» Your objective
Starting with the line that contains "Instruction: Read the" and stopping after the line that contains "Build a gazetteer for the screenshot", copy the entries below exactly. Include nothing else.
-- Exercise inputs follows --
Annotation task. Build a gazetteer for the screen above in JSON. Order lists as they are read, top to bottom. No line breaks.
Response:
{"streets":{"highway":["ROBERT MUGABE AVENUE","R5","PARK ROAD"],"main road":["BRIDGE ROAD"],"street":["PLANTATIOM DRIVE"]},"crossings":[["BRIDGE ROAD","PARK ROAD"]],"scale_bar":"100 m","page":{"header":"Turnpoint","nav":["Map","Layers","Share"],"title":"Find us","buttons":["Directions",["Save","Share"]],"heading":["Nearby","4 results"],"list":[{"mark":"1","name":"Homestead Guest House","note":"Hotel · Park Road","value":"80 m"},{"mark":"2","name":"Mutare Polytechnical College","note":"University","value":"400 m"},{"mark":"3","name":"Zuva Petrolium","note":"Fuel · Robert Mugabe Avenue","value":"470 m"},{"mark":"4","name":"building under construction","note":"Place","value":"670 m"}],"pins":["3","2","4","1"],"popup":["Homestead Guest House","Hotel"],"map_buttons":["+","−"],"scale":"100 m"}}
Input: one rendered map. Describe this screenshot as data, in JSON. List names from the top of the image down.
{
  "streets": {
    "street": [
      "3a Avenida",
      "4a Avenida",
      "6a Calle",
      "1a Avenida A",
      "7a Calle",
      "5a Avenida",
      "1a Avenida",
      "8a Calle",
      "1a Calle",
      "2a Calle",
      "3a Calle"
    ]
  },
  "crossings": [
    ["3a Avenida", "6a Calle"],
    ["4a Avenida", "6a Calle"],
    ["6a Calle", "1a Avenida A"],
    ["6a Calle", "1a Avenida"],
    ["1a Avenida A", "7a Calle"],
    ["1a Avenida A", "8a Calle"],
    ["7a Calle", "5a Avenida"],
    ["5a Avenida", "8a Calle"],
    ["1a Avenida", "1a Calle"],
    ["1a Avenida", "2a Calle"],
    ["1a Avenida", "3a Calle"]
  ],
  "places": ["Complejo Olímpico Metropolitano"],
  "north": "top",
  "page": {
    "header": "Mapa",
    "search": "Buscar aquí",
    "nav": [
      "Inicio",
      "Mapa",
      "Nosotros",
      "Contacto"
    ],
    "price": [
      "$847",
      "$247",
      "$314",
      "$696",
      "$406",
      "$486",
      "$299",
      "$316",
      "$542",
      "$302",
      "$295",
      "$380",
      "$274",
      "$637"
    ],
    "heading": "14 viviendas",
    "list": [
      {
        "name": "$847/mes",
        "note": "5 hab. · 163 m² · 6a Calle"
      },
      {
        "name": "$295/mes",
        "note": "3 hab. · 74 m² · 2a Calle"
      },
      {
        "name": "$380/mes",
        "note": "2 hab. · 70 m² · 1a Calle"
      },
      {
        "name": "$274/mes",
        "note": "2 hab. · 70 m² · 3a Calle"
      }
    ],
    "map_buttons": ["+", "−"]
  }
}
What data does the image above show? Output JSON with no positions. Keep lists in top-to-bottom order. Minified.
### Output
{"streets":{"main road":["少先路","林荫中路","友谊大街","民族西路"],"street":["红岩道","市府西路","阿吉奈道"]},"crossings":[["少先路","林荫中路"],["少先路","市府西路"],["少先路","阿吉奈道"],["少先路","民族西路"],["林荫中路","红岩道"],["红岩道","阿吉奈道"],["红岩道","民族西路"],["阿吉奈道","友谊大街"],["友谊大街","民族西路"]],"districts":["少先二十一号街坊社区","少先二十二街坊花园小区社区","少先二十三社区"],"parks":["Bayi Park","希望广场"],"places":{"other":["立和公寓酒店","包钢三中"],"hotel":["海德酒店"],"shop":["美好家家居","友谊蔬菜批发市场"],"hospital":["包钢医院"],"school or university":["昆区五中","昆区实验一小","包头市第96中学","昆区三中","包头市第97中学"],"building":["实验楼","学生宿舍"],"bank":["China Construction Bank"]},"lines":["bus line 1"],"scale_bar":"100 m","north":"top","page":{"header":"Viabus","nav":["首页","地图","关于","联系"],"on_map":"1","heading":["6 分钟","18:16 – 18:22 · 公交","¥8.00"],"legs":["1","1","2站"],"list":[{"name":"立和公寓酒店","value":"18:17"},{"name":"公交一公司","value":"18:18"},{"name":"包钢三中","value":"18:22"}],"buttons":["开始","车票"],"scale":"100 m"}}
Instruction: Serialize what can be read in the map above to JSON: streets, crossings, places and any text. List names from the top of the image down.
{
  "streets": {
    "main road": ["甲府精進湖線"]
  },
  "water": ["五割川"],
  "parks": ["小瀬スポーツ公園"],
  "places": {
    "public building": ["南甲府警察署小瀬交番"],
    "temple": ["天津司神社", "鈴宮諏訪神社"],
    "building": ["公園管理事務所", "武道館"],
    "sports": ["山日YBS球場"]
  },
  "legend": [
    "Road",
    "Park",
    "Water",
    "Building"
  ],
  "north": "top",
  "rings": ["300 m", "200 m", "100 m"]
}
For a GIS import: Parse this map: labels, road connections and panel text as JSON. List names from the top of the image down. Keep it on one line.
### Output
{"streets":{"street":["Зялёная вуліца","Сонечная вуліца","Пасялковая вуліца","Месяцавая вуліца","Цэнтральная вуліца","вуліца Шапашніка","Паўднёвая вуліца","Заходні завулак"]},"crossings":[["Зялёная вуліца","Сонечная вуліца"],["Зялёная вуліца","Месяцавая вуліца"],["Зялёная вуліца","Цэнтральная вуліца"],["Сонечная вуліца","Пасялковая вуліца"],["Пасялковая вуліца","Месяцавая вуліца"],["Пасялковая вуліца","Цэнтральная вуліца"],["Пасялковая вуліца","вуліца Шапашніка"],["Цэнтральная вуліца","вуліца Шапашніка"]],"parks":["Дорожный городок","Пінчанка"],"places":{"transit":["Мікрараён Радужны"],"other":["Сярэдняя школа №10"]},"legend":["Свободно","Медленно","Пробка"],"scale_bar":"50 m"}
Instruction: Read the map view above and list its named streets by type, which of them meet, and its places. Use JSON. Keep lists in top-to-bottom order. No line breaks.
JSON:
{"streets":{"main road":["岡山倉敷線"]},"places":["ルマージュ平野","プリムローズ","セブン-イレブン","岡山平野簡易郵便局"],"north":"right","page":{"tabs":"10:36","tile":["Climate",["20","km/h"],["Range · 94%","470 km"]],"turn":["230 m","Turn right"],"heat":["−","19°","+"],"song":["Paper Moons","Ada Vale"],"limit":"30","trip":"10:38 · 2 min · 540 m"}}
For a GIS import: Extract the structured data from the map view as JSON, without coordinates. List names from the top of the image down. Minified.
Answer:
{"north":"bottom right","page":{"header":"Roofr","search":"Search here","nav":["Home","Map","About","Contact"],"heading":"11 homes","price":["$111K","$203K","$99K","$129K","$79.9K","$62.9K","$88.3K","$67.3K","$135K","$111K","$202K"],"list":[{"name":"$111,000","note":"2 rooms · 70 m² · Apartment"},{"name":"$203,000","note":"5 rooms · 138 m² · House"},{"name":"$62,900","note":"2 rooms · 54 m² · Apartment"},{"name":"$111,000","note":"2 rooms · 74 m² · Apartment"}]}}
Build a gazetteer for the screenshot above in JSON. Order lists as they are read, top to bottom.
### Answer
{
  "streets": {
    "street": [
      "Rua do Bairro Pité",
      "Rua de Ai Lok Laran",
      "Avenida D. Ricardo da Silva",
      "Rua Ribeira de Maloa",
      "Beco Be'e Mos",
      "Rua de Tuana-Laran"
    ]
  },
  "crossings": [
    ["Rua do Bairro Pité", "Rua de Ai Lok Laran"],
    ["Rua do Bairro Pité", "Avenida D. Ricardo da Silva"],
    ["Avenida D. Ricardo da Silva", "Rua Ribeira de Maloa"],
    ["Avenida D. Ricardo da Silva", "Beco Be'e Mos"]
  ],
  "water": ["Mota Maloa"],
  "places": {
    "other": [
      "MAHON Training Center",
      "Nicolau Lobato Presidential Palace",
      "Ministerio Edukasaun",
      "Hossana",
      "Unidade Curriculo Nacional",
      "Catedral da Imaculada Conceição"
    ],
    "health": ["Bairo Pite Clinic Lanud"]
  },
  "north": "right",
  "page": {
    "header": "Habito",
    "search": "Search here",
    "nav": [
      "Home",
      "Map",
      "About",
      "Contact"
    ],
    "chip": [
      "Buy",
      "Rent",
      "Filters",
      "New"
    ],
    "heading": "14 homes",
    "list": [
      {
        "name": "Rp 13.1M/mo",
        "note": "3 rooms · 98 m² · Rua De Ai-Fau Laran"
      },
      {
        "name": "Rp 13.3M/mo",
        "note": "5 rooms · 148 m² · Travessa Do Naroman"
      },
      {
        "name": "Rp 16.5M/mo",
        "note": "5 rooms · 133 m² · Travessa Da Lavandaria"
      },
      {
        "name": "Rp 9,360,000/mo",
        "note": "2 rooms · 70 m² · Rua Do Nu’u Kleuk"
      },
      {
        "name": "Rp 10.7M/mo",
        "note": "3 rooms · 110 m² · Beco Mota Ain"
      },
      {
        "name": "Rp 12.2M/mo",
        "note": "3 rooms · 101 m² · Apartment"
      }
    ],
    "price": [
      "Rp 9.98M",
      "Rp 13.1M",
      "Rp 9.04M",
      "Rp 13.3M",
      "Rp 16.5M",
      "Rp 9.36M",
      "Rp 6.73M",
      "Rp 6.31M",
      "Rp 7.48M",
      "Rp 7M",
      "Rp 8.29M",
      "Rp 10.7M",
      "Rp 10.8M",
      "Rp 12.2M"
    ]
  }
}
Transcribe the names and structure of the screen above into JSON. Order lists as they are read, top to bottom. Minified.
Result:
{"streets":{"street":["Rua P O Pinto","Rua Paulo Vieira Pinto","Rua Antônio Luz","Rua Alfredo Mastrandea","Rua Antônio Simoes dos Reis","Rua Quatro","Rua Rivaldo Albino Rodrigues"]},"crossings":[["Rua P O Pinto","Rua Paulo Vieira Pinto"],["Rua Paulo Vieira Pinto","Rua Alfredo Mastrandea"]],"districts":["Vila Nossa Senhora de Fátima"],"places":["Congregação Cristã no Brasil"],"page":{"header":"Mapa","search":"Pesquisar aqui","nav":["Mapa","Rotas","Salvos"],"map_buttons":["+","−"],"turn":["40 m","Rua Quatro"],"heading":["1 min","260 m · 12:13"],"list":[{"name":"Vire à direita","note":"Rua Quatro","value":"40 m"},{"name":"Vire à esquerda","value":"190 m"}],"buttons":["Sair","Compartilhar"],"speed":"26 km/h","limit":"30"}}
-- Exercise inputs concluded --
» Response area
Instruction: Read the map view above and list its named streets by type, which of them meet, and its places. Use JSON. Keep lists in top-to-bottom order. No line breaks.
JSON:
{"streets":{"main road":["岡山倉敷線"]},"places":["ルマージュ平野","プリムローズ","セブン-イレブン","岡山平野簡易郵便局"],"north":"right","page":{"tabs":"10:36","tile":["Climate",["20","km/h"],["Range · 94%","470 km"]],"turn":["230 m","Turn right"],"heat":["−","19°","+"],"song":["Paper Moons","Ada Vale"],"limit":"30","trip":"10:38 · 2 min · 540 m"}}
For a GIS import: Extract the structured data from the map view as JSON, without coordinates. List names from the top of the image down. Minified.
Answer:
{"north":"bottom right","page":{"header":"Roofr","search":"Search here","nav":["Home","Map","About","Contact"],"heading":"11 homes","price":["$111K","$203K","$99K","$129K","$79.9K","$62.9K","$88.3K","$67.3K","$135K","$111K","$202K"],"list":[{"name":"$111,000","note":"2 rooms · 70 m² · Apartment"},{"name":"$203,000","note":"5 rooms · 138 m² · House"},{"name":"$62,900","note":"2 rooms · 54 m² · Apartment"},{"name":"$111,000","note":"2 rooms · 74 m² · Apartment"}]}}
Build a gazetteer for the screenshot above in JSON. Order lists as they are read, top to bottom.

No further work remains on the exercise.